T3-2D cells (5 × 104 cells) were inoculated into the peritoneal cavity of 6- to 8-week-old female C57BL/6J mice that were purchased from CLEA (Tokyo, Japan) as models of peritoneal dissemination of GC. In the co-injection model, both T3-2D (5 × 104 cells) and MEF (1 × 105 cells) were inoculated into the peritoneal cavity. In the experiment with MR16-1 treatment, T3-2D cells (3 × 104 cells) or T3-2D cells (1 × 104 cells) co-injected with MEF (2 × 104 cells) were inoculated into the peritoneal cavity, and PBS or 500 µL of solution containing MR16-1 (200 µg/body) was injected into the intraperitoneal cavity every 3 days for a total of 3 doses. Five mice were used for each group. All tumor nodules in the peritoneal cavity were resected and total weights were measured on day 14. Animals were excluded from the experiments only if tumors did not form or if health concerns were reported. For all animal experiments, mice were randomly grouped and the measurements of tumor numbers or weight were carried out blind for the groups.

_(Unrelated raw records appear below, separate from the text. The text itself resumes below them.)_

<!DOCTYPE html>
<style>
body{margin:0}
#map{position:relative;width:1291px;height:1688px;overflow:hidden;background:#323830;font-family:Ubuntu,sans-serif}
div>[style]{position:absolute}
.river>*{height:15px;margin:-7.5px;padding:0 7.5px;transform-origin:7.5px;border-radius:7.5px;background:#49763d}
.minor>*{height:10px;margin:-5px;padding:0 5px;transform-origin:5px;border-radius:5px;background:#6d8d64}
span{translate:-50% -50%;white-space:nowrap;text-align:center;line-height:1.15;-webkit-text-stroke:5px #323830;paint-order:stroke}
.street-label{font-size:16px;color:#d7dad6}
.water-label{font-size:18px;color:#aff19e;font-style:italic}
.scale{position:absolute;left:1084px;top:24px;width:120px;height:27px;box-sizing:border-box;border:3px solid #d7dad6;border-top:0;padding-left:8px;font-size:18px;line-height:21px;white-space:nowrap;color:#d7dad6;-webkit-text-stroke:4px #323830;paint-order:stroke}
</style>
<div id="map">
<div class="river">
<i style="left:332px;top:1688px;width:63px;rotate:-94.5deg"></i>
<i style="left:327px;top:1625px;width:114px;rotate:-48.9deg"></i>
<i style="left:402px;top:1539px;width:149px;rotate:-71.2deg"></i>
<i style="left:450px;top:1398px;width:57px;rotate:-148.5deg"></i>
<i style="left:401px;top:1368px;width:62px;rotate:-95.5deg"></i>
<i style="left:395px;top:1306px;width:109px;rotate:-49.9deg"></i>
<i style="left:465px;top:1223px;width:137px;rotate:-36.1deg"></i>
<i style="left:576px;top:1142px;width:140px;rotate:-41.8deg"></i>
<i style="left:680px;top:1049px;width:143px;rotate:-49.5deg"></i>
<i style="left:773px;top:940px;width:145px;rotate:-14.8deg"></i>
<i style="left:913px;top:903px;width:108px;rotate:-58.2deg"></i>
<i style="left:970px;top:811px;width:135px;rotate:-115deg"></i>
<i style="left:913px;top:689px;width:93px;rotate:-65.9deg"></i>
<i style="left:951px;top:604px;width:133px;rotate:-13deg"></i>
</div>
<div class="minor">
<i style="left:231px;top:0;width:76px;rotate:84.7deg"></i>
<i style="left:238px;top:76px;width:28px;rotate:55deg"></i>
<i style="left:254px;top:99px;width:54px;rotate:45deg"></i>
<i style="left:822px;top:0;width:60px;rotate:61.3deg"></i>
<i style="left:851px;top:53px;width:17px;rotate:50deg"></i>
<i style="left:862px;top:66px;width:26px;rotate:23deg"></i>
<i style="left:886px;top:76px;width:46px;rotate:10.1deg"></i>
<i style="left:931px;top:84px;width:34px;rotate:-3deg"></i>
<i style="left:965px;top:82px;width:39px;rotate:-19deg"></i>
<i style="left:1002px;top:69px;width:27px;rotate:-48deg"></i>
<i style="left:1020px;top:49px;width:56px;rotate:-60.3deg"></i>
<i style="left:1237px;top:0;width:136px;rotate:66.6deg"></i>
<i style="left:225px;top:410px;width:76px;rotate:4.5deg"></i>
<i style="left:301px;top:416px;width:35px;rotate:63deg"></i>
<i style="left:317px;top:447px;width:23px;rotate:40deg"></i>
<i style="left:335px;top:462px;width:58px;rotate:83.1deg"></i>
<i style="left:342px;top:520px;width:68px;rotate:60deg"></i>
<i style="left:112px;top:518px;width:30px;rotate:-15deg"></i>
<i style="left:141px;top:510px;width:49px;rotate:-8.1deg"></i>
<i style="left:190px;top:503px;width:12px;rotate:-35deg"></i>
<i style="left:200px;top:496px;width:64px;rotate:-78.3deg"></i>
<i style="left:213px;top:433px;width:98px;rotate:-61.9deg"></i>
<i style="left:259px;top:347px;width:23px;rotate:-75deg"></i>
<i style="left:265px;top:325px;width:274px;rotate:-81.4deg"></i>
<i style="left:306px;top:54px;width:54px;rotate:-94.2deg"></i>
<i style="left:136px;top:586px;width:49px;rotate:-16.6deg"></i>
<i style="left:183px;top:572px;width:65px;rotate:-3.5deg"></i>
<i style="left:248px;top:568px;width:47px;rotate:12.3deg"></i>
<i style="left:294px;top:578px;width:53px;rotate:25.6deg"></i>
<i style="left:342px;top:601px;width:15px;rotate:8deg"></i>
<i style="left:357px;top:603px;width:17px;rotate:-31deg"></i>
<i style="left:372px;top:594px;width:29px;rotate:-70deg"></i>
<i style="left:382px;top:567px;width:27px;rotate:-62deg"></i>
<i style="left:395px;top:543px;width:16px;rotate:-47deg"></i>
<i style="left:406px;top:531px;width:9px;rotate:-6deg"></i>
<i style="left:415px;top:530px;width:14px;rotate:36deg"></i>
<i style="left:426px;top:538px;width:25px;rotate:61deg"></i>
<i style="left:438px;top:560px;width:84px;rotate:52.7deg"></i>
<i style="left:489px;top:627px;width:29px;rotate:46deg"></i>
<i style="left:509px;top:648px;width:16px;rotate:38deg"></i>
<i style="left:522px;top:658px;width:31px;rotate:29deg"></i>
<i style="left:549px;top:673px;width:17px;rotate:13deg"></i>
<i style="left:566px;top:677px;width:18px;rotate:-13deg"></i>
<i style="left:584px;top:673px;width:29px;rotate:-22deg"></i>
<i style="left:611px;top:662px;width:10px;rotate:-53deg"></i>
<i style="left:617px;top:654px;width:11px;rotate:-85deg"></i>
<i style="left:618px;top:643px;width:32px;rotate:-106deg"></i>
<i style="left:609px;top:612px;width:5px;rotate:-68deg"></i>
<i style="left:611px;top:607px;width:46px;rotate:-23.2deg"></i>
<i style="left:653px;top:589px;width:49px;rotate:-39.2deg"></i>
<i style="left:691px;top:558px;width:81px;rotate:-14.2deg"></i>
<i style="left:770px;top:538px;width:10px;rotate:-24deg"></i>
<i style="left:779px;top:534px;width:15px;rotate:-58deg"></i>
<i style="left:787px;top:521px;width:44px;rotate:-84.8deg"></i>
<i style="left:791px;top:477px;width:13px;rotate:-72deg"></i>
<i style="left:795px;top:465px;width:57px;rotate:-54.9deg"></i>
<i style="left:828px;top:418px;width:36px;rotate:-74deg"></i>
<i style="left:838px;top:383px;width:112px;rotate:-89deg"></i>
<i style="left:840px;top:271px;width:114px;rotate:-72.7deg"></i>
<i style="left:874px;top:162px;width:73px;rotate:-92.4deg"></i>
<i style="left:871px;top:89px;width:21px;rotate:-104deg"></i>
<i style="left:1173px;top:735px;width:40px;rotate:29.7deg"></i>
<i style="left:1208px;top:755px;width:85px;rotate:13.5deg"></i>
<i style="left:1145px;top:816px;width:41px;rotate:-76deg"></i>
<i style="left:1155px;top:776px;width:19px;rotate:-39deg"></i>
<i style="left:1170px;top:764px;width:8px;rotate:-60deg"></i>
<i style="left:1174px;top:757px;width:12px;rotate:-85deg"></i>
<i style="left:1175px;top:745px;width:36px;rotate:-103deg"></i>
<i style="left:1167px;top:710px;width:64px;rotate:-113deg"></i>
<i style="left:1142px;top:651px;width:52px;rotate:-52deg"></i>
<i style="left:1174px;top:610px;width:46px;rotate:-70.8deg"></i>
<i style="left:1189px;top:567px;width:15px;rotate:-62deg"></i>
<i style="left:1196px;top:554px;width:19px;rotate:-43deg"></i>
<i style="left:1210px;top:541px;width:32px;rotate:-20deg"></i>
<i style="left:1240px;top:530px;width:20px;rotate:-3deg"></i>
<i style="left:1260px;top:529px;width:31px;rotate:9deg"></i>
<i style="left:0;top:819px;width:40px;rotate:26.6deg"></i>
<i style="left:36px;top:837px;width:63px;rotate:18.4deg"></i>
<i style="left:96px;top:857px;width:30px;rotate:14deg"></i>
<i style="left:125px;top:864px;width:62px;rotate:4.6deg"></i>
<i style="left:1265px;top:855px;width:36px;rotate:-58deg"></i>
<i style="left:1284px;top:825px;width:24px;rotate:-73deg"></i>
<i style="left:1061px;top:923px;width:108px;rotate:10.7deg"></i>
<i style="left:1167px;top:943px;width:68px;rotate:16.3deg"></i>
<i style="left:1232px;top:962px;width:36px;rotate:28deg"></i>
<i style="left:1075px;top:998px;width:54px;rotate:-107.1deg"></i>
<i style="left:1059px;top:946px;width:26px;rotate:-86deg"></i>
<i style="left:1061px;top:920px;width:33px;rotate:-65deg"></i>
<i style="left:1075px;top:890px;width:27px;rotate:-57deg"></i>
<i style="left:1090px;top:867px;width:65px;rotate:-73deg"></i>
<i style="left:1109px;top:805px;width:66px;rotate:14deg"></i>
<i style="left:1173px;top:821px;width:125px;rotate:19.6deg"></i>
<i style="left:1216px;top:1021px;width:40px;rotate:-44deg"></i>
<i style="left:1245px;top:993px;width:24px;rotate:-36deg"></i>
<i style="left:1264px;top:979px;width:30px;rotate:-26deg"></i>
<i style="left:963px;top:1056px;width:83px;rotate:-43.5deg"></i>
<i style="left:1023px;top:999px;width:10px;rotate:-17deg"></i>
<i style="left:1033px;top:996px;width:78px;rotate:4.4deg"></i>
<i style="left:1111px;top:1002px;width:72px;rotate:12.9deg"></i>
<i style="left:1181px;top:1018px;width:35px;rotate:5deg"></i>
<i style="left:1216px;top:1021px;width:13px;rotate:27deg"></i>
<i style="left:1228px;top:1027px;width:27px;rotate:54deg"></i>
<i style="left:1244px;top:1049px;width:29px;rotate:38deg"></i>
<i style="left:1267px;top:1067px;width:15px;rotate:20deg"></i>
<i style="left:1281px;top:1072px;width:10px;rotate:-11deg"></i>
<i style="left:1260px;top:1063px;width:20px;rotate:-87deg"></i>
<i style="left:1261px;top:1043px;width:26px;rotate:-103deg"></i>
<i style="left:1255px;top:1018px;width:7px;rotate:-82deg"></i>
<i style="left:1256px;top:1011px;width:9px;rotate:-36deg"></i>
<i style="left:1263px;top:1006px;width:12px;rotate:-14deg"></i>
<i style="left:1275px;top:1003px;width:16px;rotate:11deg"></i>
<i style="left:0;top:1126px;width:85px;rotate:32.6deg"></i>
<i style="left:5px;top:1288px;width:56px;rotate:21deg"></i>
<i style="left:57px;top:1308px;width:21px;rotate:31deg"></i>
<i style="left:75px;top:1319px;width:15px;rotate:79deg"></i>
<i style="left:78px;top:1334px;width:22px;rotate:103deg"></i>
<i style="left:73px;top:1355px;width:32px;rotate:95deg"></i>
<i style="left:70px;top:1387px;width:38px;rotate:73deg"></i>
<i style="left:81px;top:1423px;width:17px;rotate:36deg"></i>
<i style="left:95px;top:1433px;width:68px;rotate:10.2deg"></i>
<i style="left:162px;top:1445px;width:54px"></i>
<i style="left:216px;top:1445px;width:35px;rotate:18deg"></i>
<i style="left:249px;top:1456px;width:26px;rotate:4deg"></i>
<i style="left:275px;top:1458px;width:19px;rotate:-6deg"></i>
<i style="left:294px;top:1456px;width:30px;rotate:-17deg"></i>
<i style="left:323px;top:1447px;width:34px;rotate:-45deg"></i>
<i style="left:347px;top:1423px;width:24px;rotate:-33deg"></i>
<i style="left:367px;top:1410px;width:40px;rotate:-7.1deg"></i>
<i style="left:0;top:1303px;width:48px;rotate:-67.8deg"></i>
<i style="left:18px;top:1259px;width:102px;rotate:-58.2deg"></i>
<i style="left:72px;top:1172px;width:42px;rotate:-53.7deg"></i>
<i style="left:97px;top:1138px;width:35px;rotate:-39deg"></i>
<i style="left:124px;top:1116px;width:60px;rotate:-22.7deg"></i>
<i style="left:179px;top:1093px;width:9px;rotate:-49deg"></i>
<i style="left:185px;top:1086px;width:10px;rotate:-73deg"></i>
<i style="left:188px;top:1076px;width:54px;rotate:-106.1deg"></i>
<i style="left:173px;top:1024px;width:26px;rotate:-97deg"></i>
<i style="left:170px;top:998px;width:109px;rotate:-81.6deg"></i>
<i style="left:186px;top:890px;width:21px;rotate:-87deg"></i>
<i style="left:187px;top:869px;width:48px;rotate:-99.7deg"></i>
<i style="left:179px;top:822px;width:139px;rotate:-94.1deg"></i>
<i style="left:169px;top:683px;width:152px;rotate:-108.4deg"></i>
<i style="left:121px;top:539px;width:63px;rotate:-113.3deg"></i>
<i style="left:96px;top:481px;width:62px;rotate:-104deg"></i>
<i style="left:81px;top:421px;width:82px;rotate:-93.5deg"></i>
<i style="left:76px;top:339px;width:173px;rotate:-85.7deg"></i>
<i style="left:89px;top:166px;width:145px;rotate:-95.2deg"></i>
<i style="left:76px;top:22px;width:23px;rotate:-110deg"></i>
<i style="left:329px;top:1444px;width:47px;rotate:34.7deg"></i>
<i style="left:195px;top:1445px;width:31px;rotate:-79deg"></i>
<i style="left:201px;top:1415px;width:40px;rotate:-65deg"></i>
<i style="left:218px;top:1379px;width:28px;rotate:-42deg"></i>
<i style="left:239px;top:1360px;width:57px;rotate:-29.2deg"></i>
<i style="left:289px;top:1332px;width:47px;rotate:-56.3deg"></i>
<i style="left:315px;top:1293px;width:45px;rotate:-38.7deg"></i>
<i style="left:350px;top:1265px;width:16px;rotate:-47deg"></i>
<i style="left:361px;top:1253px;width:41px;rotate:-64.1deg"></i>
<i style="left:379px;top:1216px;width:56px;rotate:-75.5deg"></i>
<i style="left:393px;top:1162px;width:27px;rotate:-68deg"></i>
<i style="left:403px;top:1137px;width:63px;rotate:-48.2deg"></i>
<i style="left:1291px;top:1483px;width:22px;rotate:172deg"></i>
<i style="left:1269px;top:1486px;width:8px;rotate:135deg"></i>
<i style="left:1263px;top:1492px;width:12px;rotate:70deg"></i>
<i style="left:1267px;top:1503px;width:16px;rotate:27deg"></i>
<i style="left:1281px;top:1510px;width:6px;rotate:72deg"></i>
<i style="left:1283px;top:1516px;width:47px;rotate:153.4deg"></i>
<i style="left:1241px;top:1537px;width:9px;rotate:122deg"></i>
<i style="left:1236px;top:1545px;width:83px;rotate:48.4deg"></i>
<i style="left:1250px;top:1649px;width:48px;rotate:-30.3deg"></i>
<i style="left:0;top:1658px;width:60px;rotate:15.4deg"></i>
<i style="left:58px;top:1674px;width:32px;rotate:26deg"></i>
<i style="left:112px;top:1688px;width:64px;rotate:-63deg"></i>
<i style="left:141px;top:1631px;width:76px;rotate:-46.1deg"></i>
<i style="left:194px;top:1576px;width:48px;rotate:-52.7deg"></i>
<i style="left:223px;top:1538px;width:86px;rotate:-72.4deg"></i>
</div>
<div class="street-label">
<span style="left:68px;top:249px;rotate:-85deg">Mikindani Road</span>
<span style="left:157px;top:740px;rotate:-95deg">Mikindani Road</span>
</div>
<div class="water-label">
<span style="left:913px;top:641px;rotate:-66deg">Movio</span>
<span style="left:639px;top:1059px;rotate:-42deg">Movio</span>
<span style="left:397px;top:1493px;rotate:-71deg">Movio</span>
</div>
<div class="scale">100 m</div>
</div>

Anti-α-SMA mAb (Sigma-Aldrich) and rabbit anti-IL-6 receptor pAb (Abcam) were used for immunohistochemical analysis of peritoneal tumor nodules. Immunoreactive signals were visualized with a 3,39-diaminobenzidine tetrahydrochloride solution, and nuclei were counterstained with hematoxylin. Sections were viewed under light microscopy (BX50; Olympus).

Statistical analysis

For the area index of IL-6, cut-off was defined using the median value of the high and low groups. Spearman’s correlation was used to assess relationships between IL-6 and α-SMA. Overall survival (OS) was calculated using the Kaplan–Meier method, with the log rank test used for comparisons between subgroups. Student’s t test was used to identify significant differences between groups. All data are expressed as mean ± SD. Values of p < 0.05 were considered statistically significant. Statistical analysis was performed using JMP version 12.2 (SAS Institute, Cary, NC, USA).

Study approval

This study was conducted in accordance with the ethical standards of the Declaration of Helsinki and the ethical guidelines for medical and health research involving human subjects. Studies using clinical samples were approved and reviewed by the Institutional Review Board of Okayama University Hospital (approval nos. 1707-022 and 2307-012). All cases were de-identified and details were removed from the case descriptions to ensure anonymity. Information about the aim of this retrospective study was posted on the website of the Department of Gastroenterological Surgery, Okayama University Hospital, and potential participants could decline to participate or opt out at any time. Owing to its retrospective nature, we requested and received permission to waive informed consent from the Ethics Committee of Okayama University Hospital. All animal experimental protocols were approved by the Ethics Review Committee for Animal Experiments of Okayama University (approval no. OKU-2020167). All animal experiments were conducted in accordance with the guidelines and regulations of the committee.

ARRIVE guidelines

The study is reported in accordance with the ARRIVE guidelines.